Recent Ransomware Attacks:

• Two Ontario-based children’s aid agencies found themselves the victims of ransomware, which locked them out of files containing clients’ personally identifiable information (PII). Neither agency paid the ransoms, and the centralized database the two agencies share, CPIN, was not compromised. The attacks reportedly inspired a boost in security to prevent future attempts.
• The Colorado Department of Transportation (CDOT) experienced a ransomware attack that caused administrators to shut down approximately 2,000 employee computers in order to stop the virus from spreading. As of today, the situation has been monitored closely by state IT staff, who have no intention of paying the ransom.
• Voter records of more than 19M Californians and PII from 53,000 current and former subscribers to the Sacramento Bee were compromised after a third-party database was infected with ransomware. The breach occurred when a firewall failed to come back online after routine maintenance, which left the data exposed for about two weeks. Instead of paying the ransom, the paper deleted the infected databases and notified subscribers that their data had been exposed.
• A ransomware attack demanding $35,000 hit the public library system of Spartanburg County in Colorado. The virus was delivered via email and opened by an employee, halting all checkout activity. Their data has since been restored, but it took a few days of being offline to recover from the attack.
• EHR vendor Allscripts has found itself in the midst of a lawsuit, accused of taking a neglectful stance towards cybersecurity. SamSam ransomware hit two of its datacenters, which prevented many clients from accessing patient records and electronically prescribing medications.

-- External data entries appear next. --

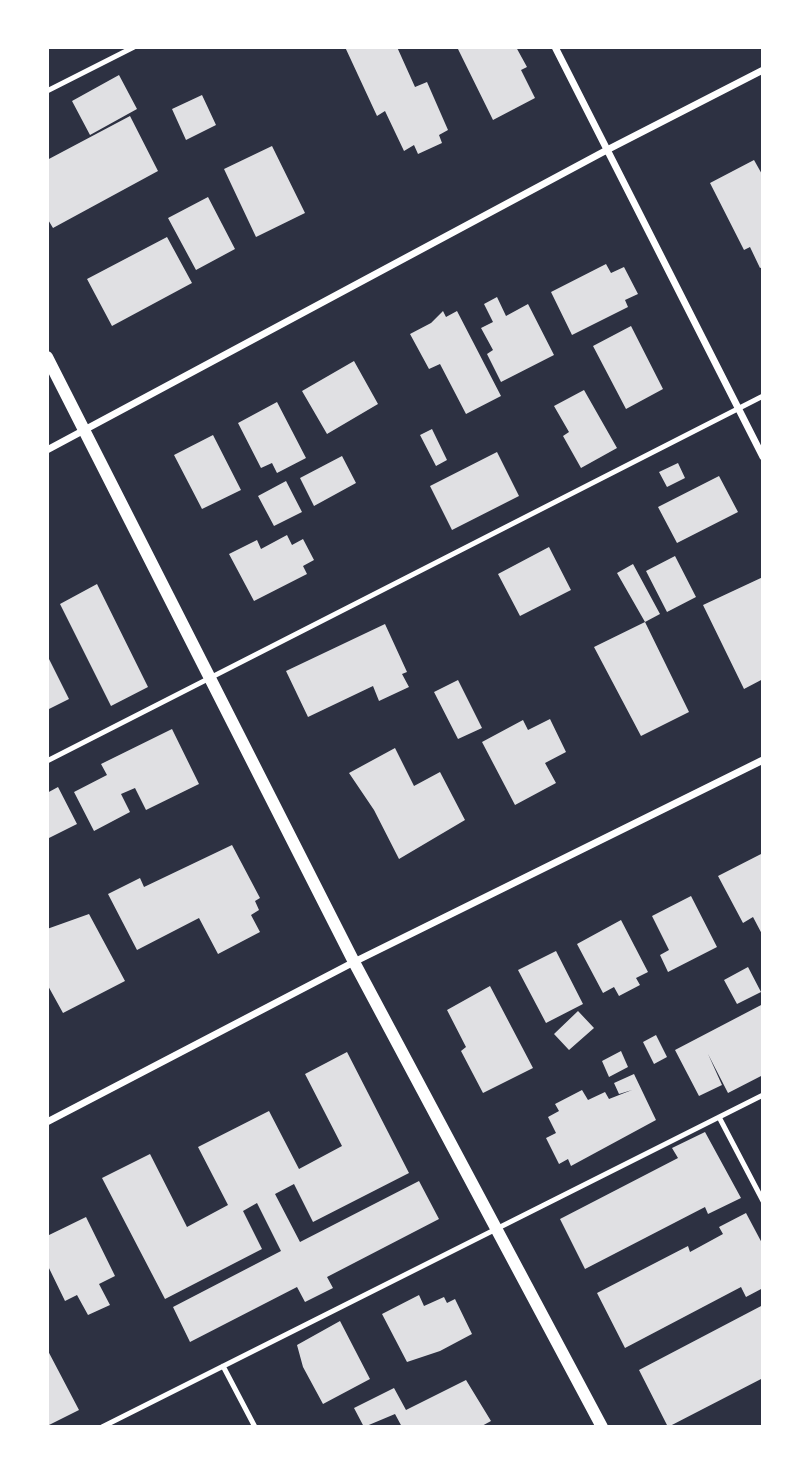 <!DOCTYPE html>
<style>
body{margin:0}
#map{position:relative;width:810px;height:1474px;overflow:hidden;background:#2d3142;font-family:Arial,sans-serif}
canvas{display:block}
.frame{position:absolute;inset:0;border:49px solid #fff;pointer-events:none}
</style>
<div id="map">
<canvas width="810" height="1474"></canvas>
<div class="frame"></div>
</div>
<script>
const ctx = document.querySelector('canvas').getContext('2d');
ctx.lineJoin = 'round';
function fill(path, color) {
  ctx.fillStyle = color;
  ctx.fill(path, 'evenodd');
}
function trace(path, color, width, dash) {
  ctx.strokeStyle = color;
  ctx.lineWidth = width;
  ctx.lineCap = dash ? 'butt' : 'round';
  ctx.setLineDash(dash || []);
  ctx.stroke(path);
}
fill(new Path2D(`
 M345,47H397L415,87L427,82L448,130L439,135L442,143L418,154L414,145L404,151L385,111L377,116Z
 M457,47H516L527,67L521,70L535,98L493,120Z
 M119,75L137,109L90,135L72,101Z
 M202,95L216,125L186,140L172,109Z
 M130,116L158,171L53,228L47,218V160Z
 M272,146L305,213L256,237L224,169Z
 M754,160L763,176V267L760,268L750,247L744,250L710,183Z
 M208,197L235,249L196,270L168,218Z
 M167,237L192,283L112,326L87,279Z
 M606,264L611,273L624,267L638,294L625,300L628,307L572,335L551,292Z
 M497,297L506,316L528,304L554,355L501,382L487,354L493,350L481,328L493,322L484,304Z
 M443,311L446,317L457,311L501,396L466,414L440,364L429,369L410,334L431,323Z
 M631,326L663,389L626,409L593,346Z
 M354,361L378,404L327,434L302,391Z
 M584,390L617,448L581,468L563,436L569,432L554,406Z
 M277,402L306,458L277,473L272,463L261,468L238,423Z
 M432,429L447,460L436,466L420,435Z
 M213,435L241,490L202,509L174,455Z
 M497,452L519,496L452,530L430,486Z
 M342,456L356,483L314,506L300,478Z
 M678,463L685,478L667,487L659,472Z
 M719,476L738,512L677,543L658,507Z
 M286,481L302,512L274,526L258,496Z
 M287,535L292,545L303,539L314,560L303,566L307,574L254,601L229,554L257,540L261,549Z
 M549,547L571,590L520,616L498,574Z
 M675,556L696,597L667,612L646,571Z
 M633,564L660,614L645,622L617,573Z
 M763,577V679L744,689L703,605Z
 M97,584L148,687L111,706L60,604Z
 M645,622L689,712L641,736L594,647Z
 M385,624L407,672L402,674L409,687L379,701L373,686L308,717L286,671Z
 M47,655L69,699L47,710Z
 M458,680L482,728L458,739L434,692Z
 M550,719L566,752L545,763L556,783L515,805L482,742L523,720L528,730Z
 M172,729L199,784L146,810L135,788L121,794L130,812L94,831L74,792L107,775L101,764Z
 M395,748L414,786L440,772L465,820L399,859L374,810L349,773Z
 M58,787L77,824L47,839V793Z
 M232,845L260,898L255,901L259,910L251,915L260,932L218,954L199,918L137,950L108,894L140,878L144,887Z
 M763,853V936L753,917L743,923L718,876Z
 M691,896L717,947L668,972L660,955L669,950L652,916Z
 M89,914L125,981L63,1013L47,984V929Z
 M621,920L648,972L636,978L640,985L619,996L614,987L603,993L577,944Z
 M556,951L583,1004L546,1023L518,970Z
 M748,967L761,992L737,1004L724,980Z
 M490,986L533,1068L483,1093L461,1051L466,1047L447,1010Z
 M763,1004V1075L728,1093L708,1054L722,1085L699,1096L675,1050Z
 M578,1011L594,1028L569,1050L554,1034Z
 M656,1035L667,1057L654,1064L643,1042Z
 M621,1051L628,1067L609,1077L602,1061Z
 M347,1052L409,1173L313,1222L294,1184L275,1194L300,1242L419,1181L439,1219L327,1277L333,1288L305,1302L297,1287L190,1342L173,1307L281,1251L257,1203L243,1211L262,1249L165,1299L102,1178L150,1154L187,1227L228,1205L198,1147L269,1111L299,1169L342,1146L305,1074Z
 M634,1074L656,1120L571,1166L568,1159L559,1164L546,1138L556,1133L548,1117L559,1111L555,1104L582,1090L588,1100L605,1092L609,1099L632,1090L619,1094L614,1083Z
 M705,1132L741,1198L708,1214L705,1207L585,1269L560,1219L678,1158L672,1148Z
 M746,1213L763,1245V1288L746,1297L741,1287L625,1348L597,1293L688,1246L690,1252L723,1234L719,1227Z
 M86,1217L115,1276L99,1284L110,1305L88,1315L77,1295L65,1301L47,1264V1236Z
 M419,1295L424,1306L444,1297L447,1303L455,1299L472,1334L440,1351L407,1362L382,1314Z
 M763,1305V1378L668,1427L639,1370Z
 M340,1321L370,1379L323,1404L303,1367L297,1345Z
 M47,1349L79,1410L47,1426Z
 M466,1380L491,1421L480,1427H402L395,1414L364,1427L354,1408L394,1388L406,1410Z`), '#e0e0e3');
trace(new Path2D(`
 M47,91L134,47
 M47,761L763,396
 M719,1117L763,1201
 M223,1366L255,1427
 M102,1427L763,1095`), '#fff', 5);
trace(new Path2D(`
 M555,47L763,457
 M47,450L605,151L763,70
 M47,1122L354,962L763,760`), '#fff', 7);
trace(new Path2D(`
 M47,357L354,962L602,1427`), '#fff', 12);
</script>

The plaintiff, Surfside Non-Surgical Orthopedics, alleges that Allscripts knew of “deficiencies in its products and services [that] could result in privacy and security vulnerability or compromises and failed to take adequate measures to protect against any such event.” More details on the case can be found on Healthcare IT News.
• A new ransomware attack dubbed “SpriteCoin” has surfaced, capitalizing on users’ impulses to make a quick buck. The socially engineered scam lures victims by promising profit in the form of cryptocurrency. Once victims execute the wallet download, ransomware is delivered to their systems, and they are asked for Monero, a newer form of cryptocurrency, in exchange for a decryption key. Coverage of the attack on ZDNet states, “To add insult to injury, if the infected user pays the 0.3 Monero (around $100 at the time of writing) ransom, they’re delivered additional malware with capabilities that [include] certificate harvesting, image parsing, and the ability to activate the victim’s webcam.” This strategy is thought to be a test for effectiveness, so expect to see more attacks like this in the future.
• Servers in Indiana’s Adams Health Network were targeted by a ransomware attack that reportedly impacted between 60 and 80 patients of a clinic and physicians in the network. Adams Health released a statement stating that there was no interruption to patient care and that there was no indication of data compromise. A day-long closure of Adams Health Medical Offices around the time of the incident was attributed bad weather, not ransomware.